This is the Ingenuity mission, which, after several years of tests and technological developments, will allow it to fly over the surface of the planet Mars at a maximum height of 5 meters.
Engineers from the United States Space Agency, NASA, are finalizing the details to carry out, for the first time in history, the flight of a helicopter on another planet.
“These days we have been deploying the systems and doing the necessary tests to make sure that everything is going to work out well. It will be very simple: it will fly between 3 and 5 meters, but it will also help us to verify that we can fly on Mars ”, explained Elio Morillo, NASA systems engineer, in an interview with the Voice of America.
The Ingenuity helicopter, which was baptized with this name due to the “genius” of the project and because it uses a technology never seen before, is part of the Perseverance mission that left in July for the red planet with the aim of analyzing and finding remains of life in that place.
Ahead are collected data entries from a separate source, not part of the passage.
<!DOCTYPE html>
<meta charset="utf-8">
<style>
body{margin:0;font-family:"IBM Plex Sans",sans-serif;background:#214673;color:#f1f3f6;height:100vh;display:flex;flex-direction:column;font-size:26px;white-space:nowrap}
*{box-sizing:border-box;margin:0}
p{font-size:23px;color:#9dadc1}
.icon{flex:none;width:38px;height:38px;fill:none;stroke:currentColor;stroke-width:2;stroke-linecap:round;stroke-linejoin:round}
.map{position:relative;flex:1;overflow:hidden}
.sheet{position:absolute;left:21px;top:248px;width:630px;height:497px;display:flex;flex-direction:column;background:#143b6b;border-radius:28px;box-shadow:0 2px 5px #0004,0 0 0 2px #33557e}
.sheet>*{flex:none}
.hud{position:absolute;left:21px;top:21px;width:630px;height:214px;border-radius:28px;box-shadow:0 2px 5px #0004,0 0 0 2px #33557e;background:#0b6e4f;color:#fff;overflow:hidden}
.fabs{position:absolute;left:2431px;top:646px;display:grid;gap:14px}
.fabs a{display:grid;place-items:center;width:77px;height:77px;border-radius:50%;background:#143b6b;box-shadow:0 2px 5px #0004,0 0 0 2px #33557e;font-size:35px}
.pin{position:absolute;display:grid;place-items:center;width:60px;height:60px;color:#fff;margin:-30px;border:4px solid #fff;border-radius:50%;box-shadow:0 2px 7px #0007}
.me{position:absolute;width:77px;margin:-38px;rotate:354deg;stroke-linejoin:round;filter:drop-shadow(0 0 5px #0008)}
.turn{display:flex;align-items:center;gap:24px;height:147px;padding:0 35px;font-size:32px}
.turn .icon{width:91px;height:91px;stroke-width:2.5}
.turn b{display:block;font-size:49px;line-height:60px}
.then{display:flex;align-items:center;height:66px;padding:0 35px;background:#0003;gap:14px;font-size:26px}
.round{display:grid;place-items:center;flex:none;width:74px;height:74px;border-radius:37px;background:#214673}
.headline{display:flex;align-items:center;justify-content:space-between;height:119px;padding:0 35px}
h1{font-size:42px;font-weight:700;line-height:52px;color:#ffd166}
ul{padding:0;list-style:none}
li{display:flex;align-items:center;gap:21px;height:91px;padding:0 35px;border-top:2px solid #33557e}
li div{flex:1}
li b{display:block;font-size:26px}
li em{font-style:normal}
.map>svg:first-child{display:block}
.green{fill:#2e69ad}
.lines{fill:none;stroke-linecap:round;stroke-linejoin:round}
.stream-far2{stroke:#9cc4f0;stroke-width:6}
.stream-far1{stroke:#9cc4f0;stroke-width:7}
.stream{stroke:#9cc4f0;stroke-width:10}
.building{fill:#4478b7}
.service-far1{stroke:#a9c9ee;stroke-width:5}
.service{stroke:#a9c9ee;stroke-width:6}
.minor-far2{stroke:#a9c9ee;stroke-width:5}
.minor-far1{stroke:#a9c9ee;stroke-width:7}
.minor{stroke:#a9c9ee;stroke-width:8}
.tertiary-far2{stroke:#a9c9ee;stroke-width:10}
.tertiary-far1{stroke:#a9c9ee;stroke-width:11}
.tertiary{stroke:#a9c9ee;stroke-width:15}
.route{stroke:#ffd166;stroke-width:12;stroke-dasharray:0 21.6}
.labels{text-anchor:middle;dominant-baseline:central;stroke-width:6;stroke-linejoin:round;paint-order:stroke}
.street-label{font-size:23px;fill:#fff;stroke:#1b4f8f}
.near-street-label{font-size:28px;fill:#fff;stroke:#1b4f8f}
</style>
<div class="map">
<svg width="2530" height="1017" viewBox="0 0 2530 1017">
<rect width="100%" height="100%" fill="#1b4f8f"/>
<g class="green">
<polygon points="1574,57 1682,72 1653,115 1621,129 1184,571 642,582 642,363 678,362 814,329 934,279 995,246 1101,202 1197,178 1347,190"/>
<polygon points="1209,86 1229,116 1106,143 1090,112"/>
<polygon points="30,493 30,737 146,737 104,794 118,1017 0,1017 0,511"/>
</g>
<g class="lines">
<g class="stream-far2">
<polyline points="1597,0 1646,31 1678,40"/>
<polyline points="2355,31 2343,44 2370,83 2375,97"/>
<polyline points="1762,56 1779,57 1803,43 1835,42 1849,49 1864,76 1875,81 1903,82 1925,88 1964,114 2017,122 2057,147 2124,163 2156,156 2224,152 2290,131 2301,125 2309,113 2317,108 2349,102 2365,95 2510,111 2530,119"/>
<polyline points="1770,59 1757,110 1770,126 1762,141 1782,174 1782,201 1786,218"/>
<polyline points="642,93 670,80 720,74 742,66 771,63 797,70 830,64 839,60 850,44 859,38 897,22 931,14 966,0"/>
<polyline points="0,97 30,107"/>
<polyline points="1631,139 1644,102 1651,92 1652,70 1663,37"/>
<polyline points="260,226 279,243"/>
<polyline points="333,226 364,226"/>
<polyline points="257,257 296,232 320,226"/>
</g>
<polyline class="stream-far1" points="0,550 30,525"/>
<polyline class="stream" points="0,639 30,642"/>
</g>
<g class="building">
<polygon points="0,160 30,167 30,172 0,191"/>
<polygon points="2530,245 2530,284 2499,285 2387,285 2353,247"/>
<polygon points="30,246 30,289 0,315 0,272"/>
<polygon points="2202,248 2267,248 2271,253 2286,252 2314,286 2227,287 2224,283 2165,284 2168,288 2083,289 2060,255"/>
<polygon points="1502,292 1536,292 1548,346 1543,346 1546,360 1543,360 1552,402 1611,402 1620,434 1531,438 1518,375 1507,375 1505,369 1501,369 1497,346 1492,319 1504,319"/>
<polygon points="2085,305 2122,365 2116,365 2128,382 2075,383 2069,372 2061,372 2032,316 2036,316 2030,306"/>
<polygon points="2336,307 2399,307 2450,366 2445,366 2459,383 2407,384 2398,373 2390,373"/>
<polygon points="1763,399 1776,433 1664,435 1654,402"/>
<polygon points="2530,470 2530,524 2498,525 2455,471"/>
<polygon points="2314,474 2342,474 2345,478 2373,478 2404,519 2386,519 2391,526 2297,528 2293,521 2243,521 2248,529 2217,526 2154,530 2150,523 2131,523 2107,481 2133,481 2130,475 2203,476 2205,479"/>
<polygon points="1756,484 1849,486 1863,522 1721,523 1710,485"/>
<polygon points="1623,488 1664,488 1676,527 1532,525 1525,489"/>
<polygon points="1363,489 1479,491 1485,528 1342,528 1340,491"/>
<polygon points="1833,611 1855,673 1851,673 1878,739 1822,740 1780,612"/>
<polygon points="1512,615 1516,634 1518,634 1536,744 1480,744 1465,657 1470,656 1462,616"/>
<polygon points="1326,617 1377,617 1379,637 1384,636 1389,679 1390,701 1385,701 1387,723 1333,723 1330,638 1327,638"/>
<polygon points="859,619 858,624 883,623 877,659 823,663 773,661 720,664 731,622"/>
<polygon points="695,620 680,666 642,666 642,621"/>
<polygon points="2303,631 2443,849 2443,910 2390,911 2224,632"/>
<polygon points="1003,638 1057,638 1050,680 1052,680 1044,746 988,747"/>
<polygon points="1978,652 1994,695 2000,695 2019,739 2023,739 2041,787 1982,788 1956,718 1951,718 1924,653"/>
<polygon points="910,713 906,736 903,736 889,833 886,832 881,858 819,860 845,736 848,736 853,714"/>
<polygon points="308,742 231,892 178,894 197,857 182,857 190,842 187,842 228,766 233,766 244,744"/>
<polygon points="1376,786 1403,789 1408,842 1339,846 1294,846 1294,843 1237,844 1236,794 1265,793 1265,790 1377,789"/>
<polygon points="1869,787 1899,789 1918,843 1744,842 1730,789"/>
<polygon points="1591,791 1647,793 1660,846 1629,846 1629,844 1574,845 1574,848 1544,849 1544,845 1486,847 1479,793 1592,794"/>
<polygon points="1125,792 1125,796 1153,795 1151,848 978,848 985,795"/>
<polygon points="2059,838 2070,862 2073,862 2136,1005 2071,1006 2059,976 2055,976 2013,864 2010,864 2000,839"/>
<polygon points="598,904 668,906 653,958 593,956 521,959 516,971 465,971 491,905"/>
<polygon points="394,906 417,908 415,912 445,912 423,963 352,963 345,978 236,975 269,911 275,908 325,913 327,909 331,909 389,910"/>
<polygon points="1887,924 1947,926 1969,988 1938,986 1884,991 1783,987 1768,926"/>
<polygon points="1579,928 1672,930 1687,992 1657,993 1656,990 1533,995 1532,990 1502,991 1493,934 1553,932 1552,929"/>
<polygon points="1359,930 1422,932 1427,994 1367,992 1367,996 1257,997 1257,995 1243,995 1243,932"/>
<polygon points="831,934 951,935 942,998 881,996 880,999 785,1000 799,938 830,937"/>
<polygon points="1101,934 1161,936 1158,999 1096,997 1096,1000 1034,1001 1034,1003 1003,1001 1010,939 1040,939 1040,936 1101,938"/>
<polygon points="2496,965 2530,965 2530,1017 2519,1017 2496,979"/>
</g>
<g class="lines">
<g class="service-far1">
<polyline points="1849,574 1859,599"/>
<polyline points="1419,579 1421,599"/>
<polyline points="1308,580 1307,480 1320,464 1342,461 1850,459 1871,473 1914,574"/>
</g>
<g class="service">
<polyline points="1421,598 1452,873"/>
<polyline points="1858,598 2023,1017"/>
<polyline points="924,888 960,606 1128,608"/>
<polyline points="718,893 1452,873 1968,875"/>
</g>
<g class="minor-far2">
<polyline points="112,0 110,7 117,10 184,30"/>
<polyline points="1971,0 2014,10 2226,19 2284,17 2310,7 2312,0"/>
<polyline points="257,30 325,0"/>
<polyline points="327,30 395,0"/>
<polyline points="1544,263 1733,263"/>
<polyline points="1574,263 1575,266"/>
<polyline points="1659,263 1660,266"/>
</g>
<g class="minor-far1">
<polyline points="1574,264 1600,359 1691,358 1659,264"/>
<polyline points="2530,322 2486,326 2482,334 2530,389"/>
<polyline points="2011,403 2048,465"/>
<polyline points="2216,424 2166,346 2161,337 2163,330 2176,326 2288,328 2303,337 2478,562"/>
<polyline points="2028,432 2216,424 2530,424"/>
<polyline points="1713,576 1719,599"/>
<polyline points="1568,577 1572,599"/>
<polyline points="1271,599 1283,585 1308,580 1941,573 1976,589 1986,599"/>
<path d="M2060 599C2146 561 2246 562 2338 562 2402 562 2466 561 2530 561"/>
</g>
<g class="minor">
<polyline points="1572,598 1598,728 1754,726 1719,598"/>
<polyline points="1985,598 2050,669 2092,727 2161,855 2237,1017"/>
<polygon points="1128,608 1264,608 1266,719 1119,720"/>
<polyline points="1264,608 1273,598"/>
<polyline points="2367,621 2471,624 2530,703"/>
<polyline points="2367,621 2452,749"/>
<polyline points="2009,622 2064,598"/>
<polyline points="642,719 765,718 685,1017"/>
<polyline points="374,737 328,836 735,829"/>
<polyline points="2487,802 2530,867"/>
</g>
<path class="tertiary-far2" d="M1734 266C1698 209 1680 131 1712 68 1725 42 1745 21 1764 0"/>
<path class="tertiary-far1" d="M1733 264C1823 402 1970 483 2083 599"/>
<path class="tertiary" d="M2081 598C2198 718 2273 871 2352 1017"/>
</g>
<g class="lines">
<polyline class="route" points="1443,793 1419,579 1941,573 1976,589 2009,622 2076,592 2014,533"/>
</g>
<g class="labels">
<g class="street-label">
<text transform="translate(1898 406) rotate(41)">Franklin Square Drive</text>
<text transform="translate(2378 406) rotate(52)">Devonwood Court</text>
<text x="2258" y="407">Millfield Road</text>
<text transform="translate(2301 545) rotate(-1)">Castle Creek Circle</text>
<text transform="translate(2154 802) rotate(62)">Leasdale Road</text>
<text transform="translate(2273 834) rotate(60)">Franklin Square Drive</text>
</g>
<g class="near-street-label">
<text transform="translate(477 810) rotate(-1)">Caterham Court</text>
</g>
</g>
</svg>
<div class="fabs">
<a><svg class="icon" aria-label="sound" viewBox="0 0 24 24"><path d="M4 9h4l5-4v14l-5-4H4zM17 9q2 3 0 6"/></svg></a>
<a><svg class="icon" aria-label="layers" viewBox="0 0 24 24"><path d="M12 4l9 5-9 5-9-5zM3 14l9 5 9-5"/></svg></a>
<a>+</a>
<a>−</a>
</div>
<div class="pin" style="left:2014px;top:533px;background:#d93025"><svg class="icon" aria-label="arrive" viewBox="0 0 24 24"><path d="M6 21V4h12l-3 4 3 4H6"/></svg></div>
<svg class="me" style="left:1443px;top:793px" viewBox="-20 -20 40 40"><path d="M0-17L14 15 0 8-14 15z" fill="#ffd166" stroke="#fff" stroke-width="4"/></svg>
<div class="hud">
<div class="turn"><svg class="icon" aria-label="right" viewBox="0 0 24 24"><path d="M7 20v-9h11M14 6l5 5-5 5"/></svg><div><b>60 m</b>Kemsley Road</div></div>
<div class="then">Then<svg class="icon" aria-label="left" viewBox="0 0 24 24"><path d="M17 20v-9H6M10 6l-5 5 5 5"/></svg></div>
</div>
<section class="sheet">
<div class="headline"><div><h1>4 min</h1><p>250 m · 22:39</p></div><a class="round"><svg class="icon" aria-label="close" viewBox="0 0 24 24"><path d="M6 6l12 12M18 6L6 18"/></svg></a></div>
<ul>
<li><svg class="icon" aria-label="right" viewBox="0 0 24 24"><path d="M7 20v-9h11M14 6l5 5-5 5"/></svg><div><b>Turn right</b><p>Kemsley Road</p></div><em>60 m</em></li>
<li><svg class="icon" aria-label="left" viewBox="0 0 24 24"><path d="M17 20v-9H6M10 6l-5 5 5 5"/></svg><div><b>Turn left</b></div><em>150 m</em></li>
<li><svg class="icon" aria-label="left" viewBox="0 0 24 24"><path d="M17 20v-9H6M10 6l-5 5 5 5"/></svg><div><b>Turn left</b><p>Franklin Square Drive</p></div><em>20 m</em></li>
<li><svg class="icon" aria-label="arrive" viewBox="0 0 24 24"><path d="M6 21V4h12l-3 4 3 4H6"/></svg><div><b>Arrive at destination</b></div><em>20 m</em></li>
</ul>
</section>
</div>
“The helicopter was installed on the underside of the Perseverance robot, inside a shell. In the last weeks we dropped that shell on a sufficiently flat surface of Mars and we deployed it ”, he detailed about the processes.
This test flight is scheduled to take place on Sunday, April 11, 2021. This mission is especially relevant because it could mark a before and after in the development of the next missions in space.
“The aspect of this flight on Mars will allow us in the future to send a more complex helicopter or even a series of helicopters that can do science, with tools and instruments, to do local analysis,” said Morillo.
“At the same time when astronauts arrive on the red planet, (those helicopters) can accompany them to take images and help them understand what is around them,” he added.
The test flight will also serve to “look for those important samples” that can help scientists understand “whether there was life on Mars at some point or not.”
Morillo, a native of Puerto Rico and with a degree in mechanical engineering from the University of Michigan and a master’s degree in space systems engineering, assures that “there are all the ingredients (to understand) that at some point microbial life has existed on the planet”, but he acknowledges that much more thorough research is needed on this.
“We have to confirm it. There are hypotheses that yes, it may exist. We have the necessary instruments to see if there really is some kind of trace of microbial life and with the more complex system that we have sent to Mars, samples are going to be collected and stored for a mission within the next decade to collect and return them to Earth to make more conclusive tests ”, he concluded.